Pelo ponto de vista do grande contingente de pessoas, na verdade

você só pode mudar, ou transformar essa consciência, num processo

de participação massiva, nas lutas, nos processos de lutas, e num

processo de avaliação crítica das lutas, pelo qual a população vai

percebendo e se dando conta de quem são seus adversários, de como

lutar melhor para vencer esses inimigos. Então as pessoas vão

adquirindo uma consciência mais clara do Estado, da natureza do

Estado, e de como levar adiante a luta. São processos ao mesmo

tempo de reflexão e, portanto, em parte, teórico, mas, sobretudo,

prático. (João)

Portanto, podemos concluir que é na ocupação de terra, nesse momento de

grande enfrentamento, que se inicia o processo de formação do sem terra.

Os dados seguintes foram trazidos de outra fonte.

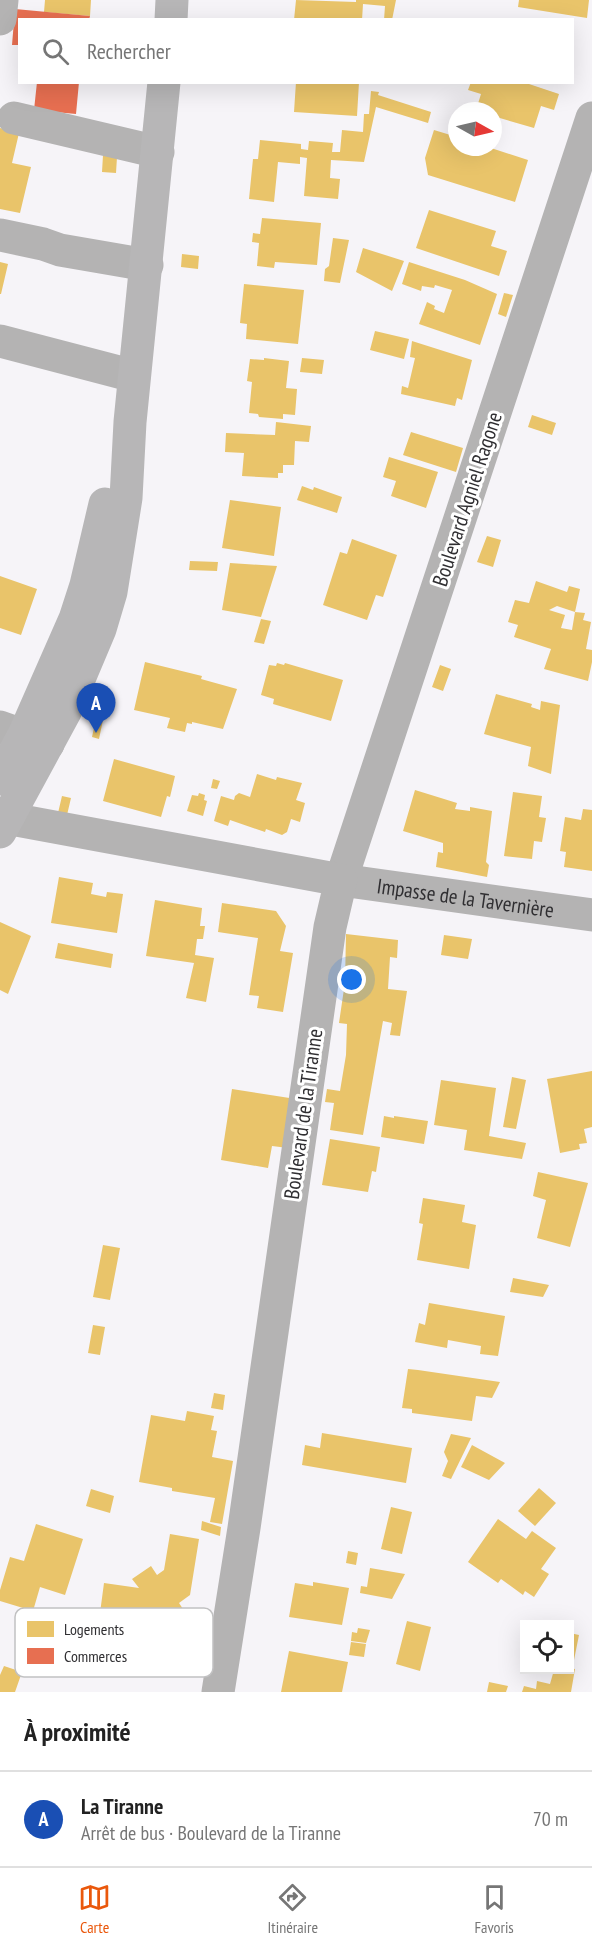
<!DOCTYPE html>
<html lang="fr">
<head>
<meta charset="utf-8">
<style>
	:root { --surface:#fff; --page:#f6f6f6; --text:#222; --muted:#767676; --line:#e0e0e0; --accent:#ea580c }
	body { margin:0; font-family:"PT Sans Narrow",sans-serif; background:var(--page); color:var(--text) }
	.controls { position:absolute; right:18px; bottom:18px; display:grid; overflow:hidden; border-radius:0px; box-shadow:0 6px 24px #0002 }
	.controls button { width:54px; height:54px; display:grid; place-items:center; padding:0; border:0; border-bottom:2px solid var(--line); background:var(--surface); color:var(--text); font:30px sans-serif }
	.compass { position:absolute; left:448px; top:102px; width:54px; height:54px; border-radius:50%; background:var(--surface); box-shadow:0 6px 24px #0002; rotate:98deg }
	.you { position:absolute; left:352px; top:980px; width:21px; height:21px; margin:-15px; border:4px solid #fff; border-radius:50%; background:#1a73e8; box-shadow:0 0 0 9px #1a73e833 }
	.badge { display:grid; place-items:center; width:39px; height:39px; border-radius:50%; background:var(--accent); color:#fff; font-size:20px; font-weight:700 }
	.pin { position:absolute; translate:-50% -50px; filter:drop-shadow(0 2px 3px #0008) }
	.pin::after { content:''; position:absolute; top:32px; width:21px; height:18px; background:inherit; clip-path:polygon(0 0,100% 0,50% 100%) }
	.list { margin:0; padding:0; list-style:none }
	h2 { display:flex; justify-content:space-between; align-items:center; height:78px; margin:0; padding:0 24px; font-size:26px }
	h2 small { font-size:20px; font-weight:400; color:var(--muted) }
	.list li { display:grid; grid-template-columns:39px 1fr auto; gap:18px; align-items:center; box-sizing:border-box; height:96px; padding:0 24px; border-top:2px solid var(--line) }
	.list b { display:block; font-size:22px; white-space:nowrap }
	.list p { margin:0; font-size:20px; white-space:nowrap; color:var(--muted) }
	.list em { font-size:20px; font-style:normal; color:var(--muted) }
	.icon { flex:none; width:33px; height:33px; fill:none; stroke:currentColor; stroke-width:2; stroke-linecap:round; stroke-linejoin:round }
	.map { position:relative; flex:none; width:592px; height:1692px; overflow:hidden }
	.search { position:absolute; background:var(--surface); box-shadow:0 6px 24px #0002; left:18px; right:18px; top:18px; height:66px; display:flex; align-items:center; gap:15px; box-sizing:border-box; padding:0 21px; border-radius:0px; color:var(--muted); font-size:22px }
	.sheet { height:174px; background:var(--surface) }
	nav { display:flex; justify-content:space-around; align-items:center; box-sizing:border-box; height:84px; border-top:2px solid var(--line); background:var(--surface); font-size:16px; color:var(--muted) }
	nav a { display:grid; justify-items:center; gap:3px }
	nav .on { color:var(--accent) }
	.map>svg:first-child { display:block }
</style>
</head>
<body>
<div class="map">
<svg width="592" height="1692" viewBox="0 0 592 1692">
	<rect width="100%" height="100%" fill="#f6f4f8"/>
	<path fill="#e9c46a" d="M45,0H91L90,16L44,12Z
		M296,0L356,2V0H396L392,20H384L385,6L363,4L362,20H294Z
		M519,0H589L587,18L518,7Z
		M296,82H359L357,116L294,112Z
		M471,82H523L559,94L554,110L541,106L534,128L493,116V111L476,110L481,94L468,90Z
		M371,91L379,92L378,95L431,112L428,123L376,107L364,162L331,160L330,178L340,179L338,199L304,196L307,158L300,157V164L278,162L274,202L249,199L253,159H258L260,140L301,144V149L308,150L309,141L333,143L332,152H340L342,130L363,132L364,114H369Z
		M0,128L19,133L12,163L31,167L20,213L0,209Z
		M434,130L457,137V147H488L528,160L515,202L428,175L425,158Z
		M103,155L117,157L116,173L102,172Z
		M429,210L496,231L491,246L507,251L499,276L416,248Z
		M262,218L321,223L317,265L275,262L274,268L257,266L259,243L252,242L253,233L260,234Z
		M333,238L349,240L340,283L324,281L325,269L329,266Z
		M363,248L404,261L392,291L356,272Z
		M182,254L199,256L198,269L181,267Z
		M0,262L8,264L1,294H0Z
		M409,262L465,280L497,294L480,345L419,324L427,302L435,306L434,309L444,313L452,290L435,285L434,288L422,286L421,291L402,284Z
		M244,284L304,290L298,344L246,339L247,324L240,323Z
		M504,293L513,295L506,317L498,314Z
		M375,331L409,339L404,359L370,350Z
		M412,341L472,360L462,400L457,398L455,406L401,394L402,386L408,388L415,358L410,357Z
		M264,358L289,361L286,388L297,389L295,415L283,414V419L259,417L258,414L249,413L252,382L247,381L250,359L264,360Z
		M302,358L324,360L322,374L300,372Z
		M532,415L556,423L552,435L528,427Z
		M276,422L311,426L309,442L295,441L294,465H283V473H278V478L242,476L244,453L225,452L226,433L275,435Z
		M411,432L463,448L456,472L403,455Z
		M389,457L438,472L426,508L391,496L396,481L383,477Z
		M302,486L313,490L314,487L342,497L337,513L297,500Z
		M230,500L281,507L274,556L222,548Z
		M487,536L501,540L493,567L477,562Z
		M352,539L397,555L383,597L376,595L367,620L323,605L340,552L347,554Z
		M190,561L218,562L217,571L189,570Z
		M230,563L277,566L261,617L222,610Z
		M0,576L37,589L21,635L0,628Z
		M536,581L567,592L569,586L580,589L575,612L557,606L549,610L565,615L561,628L572,630L575,612L585,613L583,620L591,622L586,649L592,650V662L588,681L544,669L551,649L514,637L518,625L508,622L515,600L529,603Z
		M261,619L271,621L264,644L254,642Z
		M145,662L202,676L201,679L237,689L223,729L192,722V724L187,723L185,732L167,728L170,718L134,710Z
		M277,663L284,665L285,663L343,680L331,721L273,704L274,699L261,695L269,665L276,666Z
		M440,665L451,669L443,691L432,687Z
		M496,694L532,704L531,707L540,710L541,701L560,705L551,774L528,766L531,747L484,734Z
		M96,718L103,720L99,739L92,737Z
		M114,759L175,776L170,797L167,796L161,817L103,801Z
		M257,774L276,780L277,777L302,783L296,800L305,803L300,822L291,819L287,832L282,835L266,829L265,832L230,820L228,826L214,821L221,796L234,800L235,796L239,793L250,797Z
		M213,779L220,781L217,789L211,788Z
		M415,790L457,803L455,809L470,811V807L492,811L486,862L489,865L487,877L436,867L438,852L443,853V843L403,831Z
		M513,792L542,796L539,817L546,818L542,842L534,841L532,859L504,856Z
		M199,793L205,795L204,800L207,801L203,816L187,811L192,795L198,796Z
		M62,796L71,798L67,815L58,813Z
		M583,809L592,810V871L564,867L566,852L560,851L565,817L581,820Z
		M59,877L93,883L91,894L106,897L107,892L123,894L117,933L51,923Z
		M155,900L202,908L200,926H205L203,939H197L195,955L214,958L206,1002L186,998L194,963L146,956Z
		M222,903L276,911L286,926L280,951L293,953L283,1012L257,1008L259,996L249,995L258,938L218,932Z
		M0,922L31,936L8,994L0,990Z
		M346,934L398,940L397,958L390,957L388,989L407,991L400,1036L390,1035L392,1023L383,1021L363,1135L330,1130L334,1103L325,1102L327,1089L340,1091L346,1055L347,1024L339,1023L345,982Z
		M444,935L472,939L468,959L441,955Z
		M58,943L113,954L111,968L55,958Z
		M592,1071V1127L584,1129L587,1143L579,1144L580,1149L560,1153L547,1079Z
		M512,1077L526,1080L516,1129L503,1127Z
		M441,1080L496,1088L489,1136L526,1143L522,1159L464,1150L467,1130L434,1125Z
		M232,1089L296,1099L288,1148L272,1146L268,1168L221,1160Z
		M384,1116L394,1118V1116L428,1121L424,1144L381,1137Z
		M330,1139L380,1147L376,1172L372,1171L368,1192L322,1185Z
		M538,1172L588,1183L570,1247L537,1238L546,1200L533,1196Z
		M423,1198L465,1205L462,1222L476,1225L469,1269L417,1260L423,1224L419,1223Z
		M103,1245L120,1248L110,1300L93,1297Z
		M513,1278L549,1285L543,1297L510,1292Z
		M429,1303L505,1316L498,1356L480,1354L481,1346L448,1340L447,1348L415,1342L419,1323L425,1325Z
		M93,1325L105,1327L100,1355L88,1353Z
		M408,1369L418,1370L500,1382L492,1398L476,1396L472,1421L412,1413V1409L402,1408Z
		M214,1393L225,1395L223,1410L211,1408Z
		M187,1411L214,1416L211,1430L217,1431L212,1457L233,1461L222,1524L210,1522L215,1498L172,1491V1488L139,1482L151,1415L185,1421Z
		M322,1433L412,1448L406,1483L302,1465L305,1445L320,1448Z
		M451,1434L471,1438L451,1479L442,1476L448,1461L444,1452Z
		M472,1445L505,1463L489,1480L461,1467Z
		M539,1488L556,1503L535,1526L518,1511Z
		M91,1489L114,1496L110,1513L86,1506Z
		M391,1507L412,1512L402,1554L381,1549Z
		M498,1519L526,1539L532,1531L556,1548L541,1569L549,1574L534,1597L525,1591L523,1595L501,1579L498,1583L468,1562Z
		M202,1521L221,1527L220,1536L201,1530Z
		M36,1524L83,1539L65,1595L40,1587L33,1611L0,1601V1590L10,1557L24,1561Z
		M170,1534L199,1539L190,1595L179,1603L183,1609L170,1618L174,1623L180,1624L177,1653L138,1642L141,1619L100,1613L104,1583L139,1588L132,1579L151,1566L157,1575L164,1570Z
		M348,1551L358,1553L356,1565L346,1563Z
		M370,1568L405,1574L392,1599L360,1593L361,1586L367,1587Z
		M313,1582L349,1588L342,1625L289,1617L295,1583L313,1586Z
		M407,1621L431,1627L420,1671L396,1664Z
		M358,1628L370,1630L366,1643L351,1641L352,1632L357,1633Z
		M570,1633L579,1635L574,1660L570,1659Z
		M351,1642L366,1644L364,1657L349,1655Z
		M289,1651L348,1662L342,1692H281Z
		M4,1666L22,1672L15,1692H0V1675Z
		M570,1668L575,1669L571,1692H522L524,1686L536,1689L537,1681L550,1684L554,1670H570Z
		M489,1682L508,1686L506,1692H487Z"/>
	<path fill="#e76f51" d="M15,9L90,16L89,20H20V45H12Z
		M37,82H79L76,114L34,110Z"/>
	<g fill="none" stroke-linecap="round" stroke-linejoin="round">
		<g stroke="#b4b3b3" stroke-width="33">
			<path d="M0,19L2,0"/>
			<path d="M14,118L158,152"/>
			<path id="s1" d="M592,118L341,880L592,915"/>
			<path d="M0,235L43,244L60,250L147,265"/>
			<path d="M0,341L134,376"/>
			<path d="M0,727L48,744"/>
			<path d="M0,817L341,880L330,927L244,1528L218,1692"/>
		</g>
		<path stroke="#b7b6b7" stroke-width="33" d="M171,20L172,0
			M0,779L24,735L75,619L86,585L105,504
			M0,832L65,712L100,629L111,592L126,498L130,422L164,82"/>
	</g>
	<g text-anchor="middle" dominant-baseline="central" stroke-width="6" stroke-linejoin="round" paint-order="stroke">
		<g font-size="21" fill="#302f32" stroke="#fff">
			<text transform="translate(467 499) rotate(-72)">Boulevard Agniel Ragone</text>
			<text stroke="none"><textPath href="#s1" startOffset="928">Impasse de la Tavernière</textPath></text>
			<text transform="translate(303 1114) rotate(-82)">Boulevard de la Tiranne</text>
		</g>
	</g>
	<rect x="15" y="1608" width="198" height="69" rx="9" fill="#fff" stroke="#c1c1c2" stroke-width="1.5"/>
	<rect x="27" y="1621" width="27" height="16" fill="#e9c46a"/>
	<rect x="27" y="1648" width="27" height="16" fill="#e76f51"/>
	<g font-size="16" fill="#302f32">
		<text x="64" y="1635">Logements</text>
		<text x="64" y="1662">Commerces</text>
	</g>
</svg>
<div class="controls">
<button><svg class="icon" aria-label="locate" viewBox="0 0 24 24"><circle cx="12" cy="12" r="6"/><path d="M12 2v4M12 18v4M2 12h4M18 12h4"/></svg></button>
</div>
<svg class="compass" viewBox="-18 -18 36 36"><path d="M0-13l5 13h-10z" fill="#e53935"/><path d="M0 13l5-13h-10z" fill="#767676"/></svg>
<div class="you"></div>
<div class="pin badge" style="left:96px;top:733px;background:#1a4fb4">A</div>
<div class="search"><svg class="icon" aria-label="search" viewBox="0 0 24 24"><circle cx="10" cy="10" r="6"/><path d="M15 15l6 6"/></svg>Rechercher</div>
</div>
<section class="sheet">
<h2>À proximité<small></small></h2>
<ul class="list">
<li><span class="badge" style="background:#1a4fb4">A</span><div><b>La Tiranne</b><p>Arrêt de bus · Boulevard de la Tiranne</p></div><em>70 m</em></li>
</ul>
</section>
<nav>
<a class="on"><svg class="icon" aria-label="map" viewBox="0 0 24 24"><path d="M3 6l6-2 6 2 6-2v14l-6 2-6-2-6 2zM9 4v14M15 6v14"/></svg>Carte</a>
<a><svg class="icon" aria-label="directions" viewBox="0 0 24 24"><path d="M12 3l9 9-9 9-9-9zM9 14v-3h6M13 9l2 2-2 2"/></svg>Itinéraire</a>
<a><svg class="icon" aria-label="saved" viewBox="0 0 24 24"><path d="M7 4h10v16l-5-4-5 4z"/></svg>Favoris</a>
</nav>
</body>
</html>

De fato,

o ato de ocupar a terra possui um grande significado para o MST. Ele corresponde

ao momento em que se decide romper com uma situação de submissão, o

momento em que se começa a ser sujeito, a decidir. E também, participar de uma

ocupação é demonstrar que se tem confiança no grupo, que se confia nas

lideranças, que se acredita na luta. Paulo, por exemplo, enfatiza que a experiência

de ocupar a terra seria muito marcante por romper com a concepção de

propriedade privada, e por mostrar que esse rompimento tem a ver com a união

das pessoas:

Então, eu acho que a primeira transformação que você tem é no

momento de ocupar a terra. Porque ali você rompe com toda aquela

ideologia que você tinha de propriedade privada. Você esta rompendo

com a propriedade privada. Você esta pegando a propriedade que era

de um só. (...) Porque quando você entra numa fazenda que é

improdutiva você sente: estou conseguindo fazer o que eu penso, que

é distribuir a terra pra todo o mundo. (Paulo)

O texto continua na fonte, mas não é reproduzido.